Documentation should describe the type of work and number of hours completed by the shareholder, with comparable salaries in like positions as proof of reasonable compensation. The S Corp is also a popular entity election because it allows the owner(s) to divide business income into salaries and distributions. S Corp shareholders then report the income and losses on their personal tax returns and are taxed at their individual income tax rates.

Can an S Corp deduct payroll taxes?

With the right documentation and a proactive strategy, you can stay on the right side of the tax code. Conduct an annual review that takes into account business performance, industry trends, and your changing responsibilities. This shows the IRS your process is compliant with corporate governance standards. If you’re wearing multiple hats—strategic planning, operations, client management—your salary should reflect that complexity. Save this documentation to support your compensation decision.

Determining a salary range for a CEO of a small business is not an exact science. However, if you are less involved and only work a few hours a week in the business, you may be able to justify a lower salary. If you work full-time in the business, then your salary would reflect that. Factors that are taken into consideration include the owner’s experience, education, and responsibilities, as well as the company’s size and industry.

With penalties like these on the line, it’s clear that determining what is “reasonable” is something you want to be sure to get right as a business owner. Otherwise, the owner could bypass 100% of self-employment taxes which is obviously not in alignment with the goals of the IRS! Only the salary portion is subject to self-employment taxes, while the distribution portion is not. A good payroll software can streamline these processes, freeing you to focus on growing your business.

Don’t risk IRS penalties by guessing your reasonable compensation. Don’t wait for an IRS notice to address reasonable compensation. Determining reasonable compensation for your S-Corporation doesn’t have to be overwhelming.

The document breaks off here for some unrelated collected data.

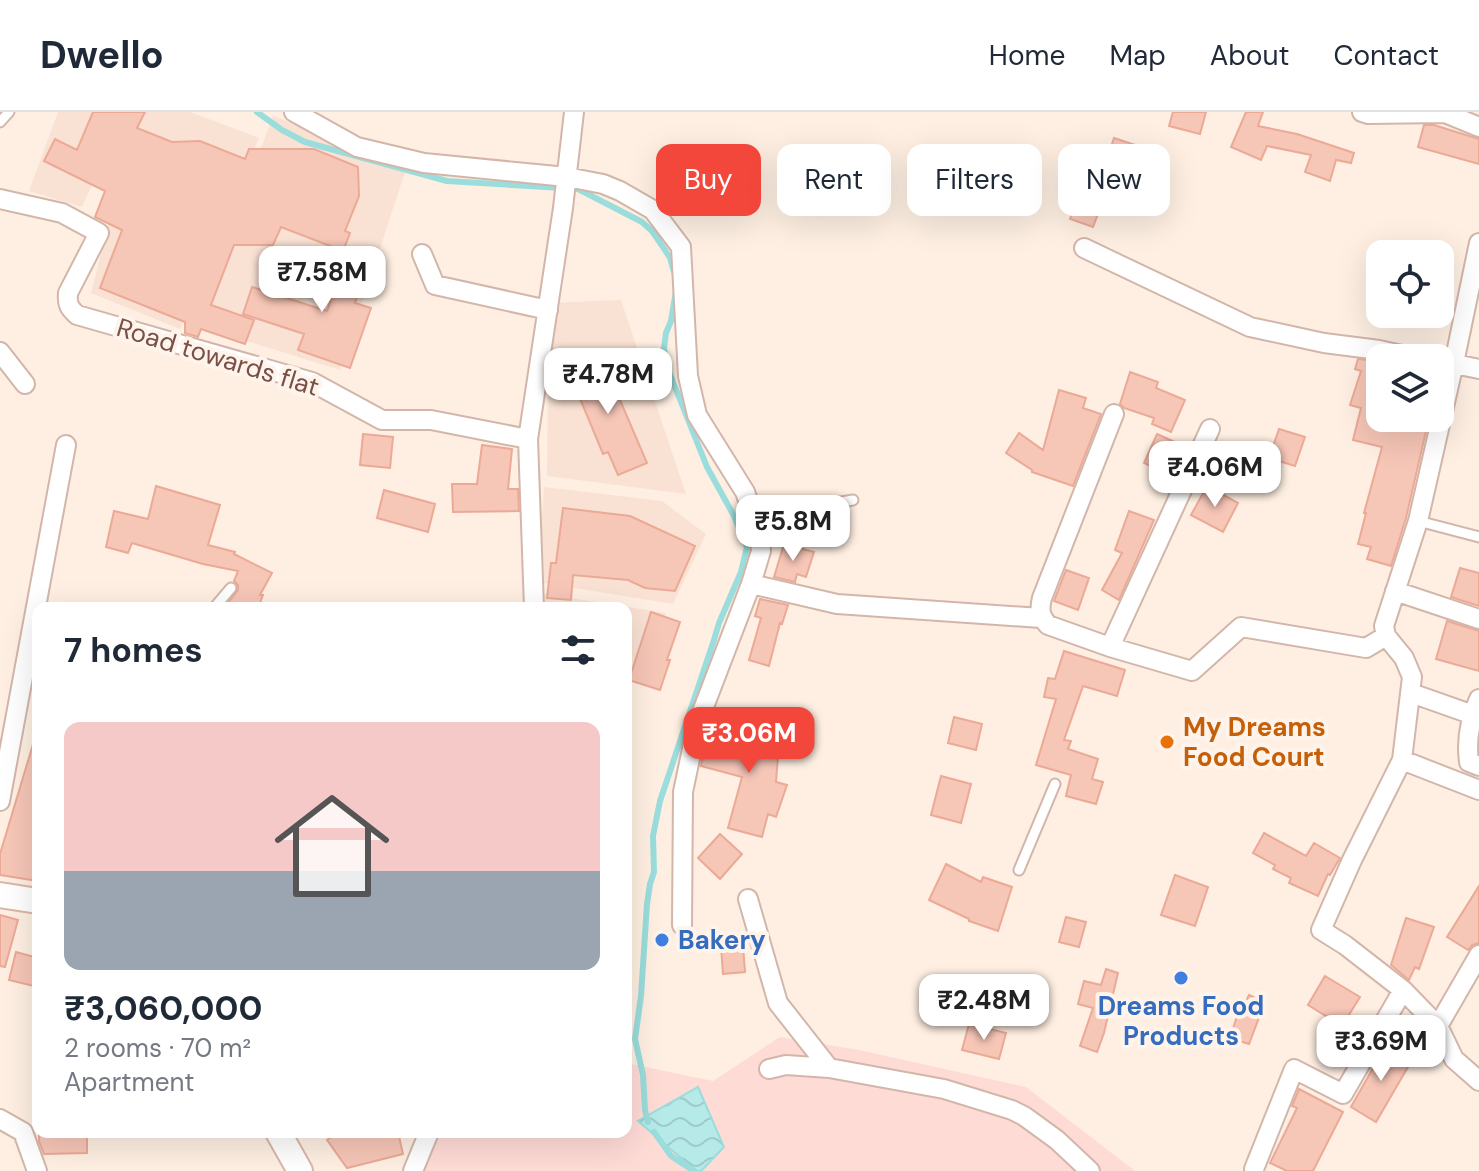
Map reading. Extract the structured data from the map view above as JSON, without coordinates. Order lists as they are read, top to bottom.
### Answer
{
  "streets": {
    "street": ["Road towards flat"]
  },
  "places": ["My Dreams Food Court", "Bakery", "Dreams Food Products"],
  "page": {
    "header": "Dwello",
    "nav": [
      "Home",
      "Map",
      "About",
      "Contact"
    ],
    "chip": [
      "Buy",
      "Rent",
      "Filters",
      "New"
    ],
    "price": [
      "₹7.58M",
      "₹4.78M",
      "₹4.06M",
      "₹5.8M",
      "₹3.06M",
      "₹2.48M",
      "₹3.69M"
    ],
    "heading": "7 homes",
    "list": [
      {
        "name": "₹3,060,000",
        "note": "2 rooms · 70 m² · Apartment"
      }
    ]
  }
}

If investors provide capital expecting returns, or loans require certain compensation levels, document these constraints affecting salary decisions. Document losses carefully and maintain records showing the financial impossibility of salary payments. The IRS can’t require payments the business can’t afford. A consulting firm with no significant assets must attribute most profits to owner services.

If their salary doesn’t align with similar roles within their industry, it is likely that the amounts will need to be reclassified. Smart accounting, seamless HR, and powerful automation– built for small businesses that want to grow with confidence. It’s about setting a fair, defensible amount that reasonable salaries and s corps reflects reality while making the most of your tax situation. Working with knowledgeable pros not only keeps you in compliance but also gives you peace of mind that your business is protected from unnecessary attention.

The shareholders must also provide their consent to the S corp election by signing a part of Form 2553. When a company elects to be treated as an S corporation, it must follow specific filing and reporting procedures. These experts can offer valuable insights in determining reasonable compensation and staying compliant with IRS guidelines. S Corp owners should consider seeking advice from experienced tax professionals such as certified public accountants (CPAs) or tax attorneys. An S Corp must maintain accurate payroll records to ensure compliance with tax obligations and legal requirements.